What is required
Gather all lines in the data that hold the string "street".

:: Material for the task ::

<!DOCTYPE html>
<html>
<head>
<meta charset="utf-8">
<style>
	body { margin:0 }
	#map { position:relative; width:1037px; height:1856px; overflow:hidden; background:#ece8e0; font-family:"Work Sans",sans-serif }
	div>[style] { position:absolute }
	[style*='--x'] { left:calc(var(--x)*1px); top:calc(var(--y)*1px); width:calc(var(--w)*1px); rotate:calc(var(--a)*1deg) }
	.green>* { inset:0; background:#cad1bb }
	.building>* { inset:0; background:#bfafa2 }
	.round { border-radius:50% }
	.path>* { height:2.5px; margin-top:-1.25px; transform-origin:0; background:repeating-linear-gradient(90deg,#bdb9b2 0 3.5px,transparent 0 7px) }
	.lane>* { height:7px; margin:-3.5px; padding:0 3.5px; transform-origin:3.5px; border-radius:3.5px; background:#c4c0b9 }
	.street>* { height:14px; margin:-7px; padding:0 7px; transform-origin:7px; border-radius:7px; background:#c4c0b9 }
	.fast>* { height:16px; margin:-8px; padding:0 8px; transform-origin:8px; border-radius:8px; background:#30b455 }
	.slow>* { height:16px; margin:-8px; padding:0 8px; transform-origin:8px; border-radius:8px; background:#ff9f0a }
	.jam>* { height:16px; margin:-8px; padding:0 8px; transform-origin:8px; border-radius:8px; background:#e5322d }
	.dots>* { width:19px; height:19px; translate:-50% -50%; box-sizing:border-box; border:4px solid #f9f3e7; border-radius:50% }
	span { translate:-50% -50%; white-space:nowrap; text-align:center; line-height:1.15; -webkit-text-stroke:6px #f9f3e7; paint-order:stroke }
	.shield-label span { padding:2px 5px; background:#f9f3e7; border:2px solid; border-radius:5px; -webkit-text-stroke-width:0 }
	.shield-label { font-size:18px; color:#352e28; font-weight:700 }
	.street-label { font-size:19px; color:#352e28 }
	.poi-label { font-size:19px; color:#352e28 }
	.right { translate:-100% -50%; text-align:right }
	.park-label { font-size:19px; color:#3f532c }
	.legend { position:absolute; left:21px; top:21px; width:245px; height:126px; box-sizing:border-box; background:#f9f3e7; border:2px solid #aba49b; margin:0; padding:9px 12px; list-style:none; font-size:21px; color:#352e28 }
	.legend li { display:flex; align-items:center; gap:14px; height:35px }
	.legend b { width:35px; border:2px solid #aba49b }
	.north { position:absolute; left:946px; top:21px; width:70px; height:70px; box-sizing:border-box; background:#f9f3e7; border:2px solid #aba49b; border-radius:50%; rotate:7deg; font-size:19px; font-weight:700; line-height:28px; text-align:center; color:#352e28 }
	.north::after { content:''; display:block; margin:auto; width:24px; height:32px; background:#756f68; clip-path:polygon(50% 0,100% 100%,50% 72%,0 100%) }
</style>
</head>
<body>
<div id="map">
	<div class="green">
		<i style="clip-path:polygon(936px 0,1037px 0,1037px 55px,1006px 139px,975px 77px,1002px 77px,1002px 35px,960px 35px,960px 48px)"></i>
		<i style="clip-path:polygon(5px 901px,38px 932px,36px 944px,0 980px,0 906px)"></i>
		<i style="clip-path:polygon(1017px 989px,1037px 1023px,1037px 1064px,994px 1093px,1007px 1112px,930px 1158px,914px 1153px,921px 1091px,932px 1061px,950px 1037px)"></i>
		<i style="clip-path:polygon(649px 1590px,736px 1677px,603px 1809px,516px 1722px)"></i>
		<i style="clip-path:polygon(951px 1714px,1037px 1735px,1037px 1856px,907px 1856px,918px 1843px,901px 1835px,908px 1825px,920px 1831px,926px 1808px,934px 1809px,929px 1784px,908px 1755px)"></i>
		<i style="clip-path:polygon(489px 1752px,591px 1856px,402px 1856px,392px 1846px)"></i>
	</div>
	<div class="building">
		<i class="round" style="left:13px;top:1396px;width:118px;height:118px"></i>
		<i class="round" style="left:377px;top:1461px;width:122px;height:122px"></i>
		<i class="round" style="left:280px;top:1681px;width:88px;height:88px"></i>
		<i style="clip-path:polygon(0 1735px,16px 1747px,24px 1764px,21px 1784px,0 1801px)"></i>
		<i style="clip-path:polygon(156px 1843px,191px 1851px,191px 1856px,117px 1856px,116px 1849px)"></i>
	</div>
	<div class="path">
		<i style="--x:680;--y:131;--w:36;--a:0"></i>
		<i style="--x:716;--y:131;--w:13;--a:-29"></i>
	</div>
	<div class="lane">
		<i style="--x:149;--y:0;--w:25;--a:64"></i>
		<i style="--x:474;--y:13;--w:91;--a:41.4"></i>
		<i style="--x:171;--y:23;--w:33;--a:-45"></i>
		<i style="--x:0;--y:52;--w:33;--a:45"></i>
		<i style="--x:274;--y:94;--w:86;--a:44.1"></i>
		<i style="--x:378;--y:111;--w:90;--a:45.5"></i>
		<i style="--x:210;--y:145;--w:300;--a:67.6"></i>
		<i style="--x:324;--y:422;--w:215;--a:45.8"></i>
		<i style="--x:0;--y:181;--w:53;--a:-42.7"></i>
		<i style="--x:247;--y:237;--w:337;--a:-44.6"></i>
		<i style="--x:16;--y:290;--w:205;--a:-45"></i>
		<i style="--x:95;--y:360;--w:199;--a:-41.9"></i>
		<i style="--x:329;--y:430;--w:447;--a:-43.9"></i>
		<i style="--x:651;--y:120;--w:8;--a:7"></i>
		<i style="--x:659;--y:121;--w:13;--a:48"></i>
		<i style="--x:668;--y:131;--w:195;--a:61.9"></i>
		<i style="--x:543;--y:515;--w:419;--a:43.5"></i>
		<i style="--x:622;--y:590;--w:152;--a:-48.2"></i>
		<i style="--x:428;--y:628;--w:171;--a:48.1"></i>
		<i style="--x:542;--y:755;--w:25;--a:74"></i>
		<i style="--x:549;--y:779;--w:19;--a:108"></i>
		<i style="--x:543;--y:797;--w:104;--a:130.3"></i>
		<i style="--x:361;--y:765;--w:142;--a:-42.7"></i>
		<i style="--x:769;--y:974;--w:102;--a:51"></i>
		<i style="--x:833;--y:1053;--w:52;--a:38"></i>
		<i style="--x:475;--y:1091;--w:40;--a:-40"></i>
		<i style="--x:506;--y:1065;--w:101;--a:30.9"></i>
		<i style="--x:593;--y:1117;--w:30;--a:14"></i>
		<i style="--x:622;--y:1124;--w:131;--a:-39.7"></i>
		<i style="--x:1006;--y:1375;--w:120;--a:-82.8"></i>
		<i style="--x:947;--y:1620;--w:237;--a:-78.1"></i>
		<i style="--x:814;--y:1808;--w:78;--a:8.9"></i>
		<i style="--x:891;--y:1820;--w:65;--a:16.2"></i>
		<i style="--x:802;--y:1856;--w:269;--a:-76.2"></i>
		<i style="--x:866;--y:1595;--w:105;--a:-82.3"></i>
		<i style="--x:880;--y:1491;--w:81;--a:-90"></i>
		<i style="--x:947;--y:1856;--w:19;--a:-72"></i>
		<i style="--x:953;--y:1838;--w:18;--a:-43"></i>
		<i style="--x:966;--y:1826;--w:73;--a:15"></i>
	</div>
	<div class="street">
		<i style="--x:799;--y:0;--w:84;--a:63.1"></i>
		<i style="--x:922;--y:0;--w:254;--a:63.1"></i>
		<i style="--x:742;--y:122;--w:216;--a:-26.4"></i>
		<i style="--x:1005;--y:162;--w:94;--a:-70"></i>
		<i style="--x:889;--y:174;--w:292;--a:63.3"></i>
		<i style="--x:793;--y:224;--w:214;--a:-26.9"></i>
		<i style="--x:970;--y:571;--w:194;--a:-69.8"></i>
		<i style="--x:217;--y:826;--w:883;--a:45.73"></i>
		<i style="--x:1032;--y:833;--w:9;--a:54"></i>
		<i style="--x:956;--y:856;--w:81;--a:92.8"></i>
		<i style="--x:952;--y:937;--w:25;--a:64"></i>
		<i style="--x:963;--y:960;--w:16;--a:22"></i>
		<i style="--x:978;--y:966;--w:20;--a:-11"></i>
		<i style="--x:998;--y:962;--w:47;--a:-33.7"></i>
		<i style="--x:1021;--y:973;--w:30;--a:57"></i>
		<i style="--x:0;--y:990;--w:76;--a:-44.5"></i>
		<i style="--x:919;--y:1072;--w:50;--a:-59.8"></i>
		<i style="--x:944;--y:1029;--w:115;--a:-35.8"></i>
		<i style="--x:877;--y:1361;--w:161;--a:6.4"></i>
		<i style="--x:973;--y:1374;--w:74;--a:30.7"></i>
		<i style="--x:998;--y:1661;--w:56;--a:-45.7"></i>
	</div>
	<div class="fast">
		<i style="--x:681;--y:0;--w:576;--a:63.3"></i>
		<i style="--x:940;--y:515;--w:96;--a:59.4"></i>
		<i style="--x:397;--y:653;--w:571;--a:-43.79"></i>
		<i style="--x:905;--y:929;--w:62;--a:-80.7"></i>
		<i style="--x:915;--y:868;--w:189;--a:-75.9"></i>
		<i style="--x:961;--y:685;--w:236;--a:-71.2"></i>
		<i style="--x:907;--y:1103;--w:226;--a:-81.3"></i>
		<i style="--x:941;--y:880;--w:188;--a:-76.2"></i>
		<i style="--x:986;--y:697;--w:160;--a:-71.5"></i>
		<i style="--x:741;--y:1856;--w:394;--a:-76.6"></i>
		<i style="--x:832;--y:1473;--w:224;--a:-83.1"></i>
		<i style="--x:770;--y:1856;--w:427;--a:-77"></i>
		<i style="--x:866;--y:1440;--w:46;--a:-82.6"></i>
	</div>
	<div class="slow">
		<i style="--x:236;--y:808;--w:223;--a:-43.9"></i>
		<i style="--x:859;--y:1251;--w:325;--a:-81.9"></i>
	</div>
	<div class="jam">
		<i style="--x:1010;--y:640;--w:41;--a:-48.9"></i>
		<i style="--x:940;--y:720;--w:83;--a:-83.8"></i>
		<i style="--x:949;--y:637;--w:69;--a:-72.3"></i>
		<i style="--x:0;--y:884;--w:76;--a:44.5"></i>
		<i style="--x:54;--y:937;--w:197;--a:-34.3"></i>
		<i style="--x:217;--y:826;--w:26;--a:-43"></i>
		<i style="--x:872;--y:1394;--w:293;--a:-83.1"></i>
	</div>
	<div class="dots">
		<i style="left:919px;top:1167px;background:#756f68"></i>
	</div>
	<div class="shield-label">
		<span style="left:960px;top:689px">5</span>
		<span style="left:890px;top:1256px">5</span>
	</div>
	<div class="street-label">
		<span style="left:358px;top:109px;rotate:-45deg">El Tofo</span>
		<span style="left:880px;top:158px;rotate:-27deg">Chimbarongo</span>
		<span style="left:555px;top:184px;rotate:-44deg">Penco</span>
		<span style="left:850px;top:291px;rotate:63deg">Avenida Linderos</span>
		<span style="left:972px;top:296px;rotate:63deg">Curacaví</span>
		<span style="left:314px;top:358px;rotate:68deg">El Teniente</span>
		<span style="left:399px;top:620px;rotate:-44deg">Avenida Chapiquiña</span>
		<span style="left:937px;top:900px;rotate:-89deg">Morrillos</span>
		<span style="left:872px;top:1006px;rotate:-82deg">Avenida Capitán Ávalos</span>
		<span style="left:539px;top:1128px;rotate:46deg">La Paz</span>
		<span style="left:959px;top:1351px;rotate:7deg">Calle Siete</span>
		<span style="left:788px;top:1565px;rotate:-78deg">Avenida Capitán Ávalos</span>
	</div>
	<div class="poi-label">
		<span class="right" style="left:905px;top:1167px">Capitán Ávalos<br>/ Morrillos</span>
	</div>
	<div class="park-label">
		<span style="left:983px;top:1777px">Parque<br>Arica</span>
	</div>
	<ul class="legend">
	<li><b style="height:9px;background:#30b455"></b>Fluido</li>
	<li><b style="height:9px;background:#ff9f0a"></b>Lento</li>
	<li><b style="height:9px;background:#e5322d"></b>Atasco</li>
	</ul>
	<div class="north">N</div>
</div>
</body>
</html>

:::

Answer to this task
	.street>* { height:14px; margin:-7px; padding:0 7px; transform-origin:7px; border-radius:7px; background:#c4c0b9 }
	.street-label { font-size:19px; color:#352e28 }
	<div class="street">
	<div class="street-label">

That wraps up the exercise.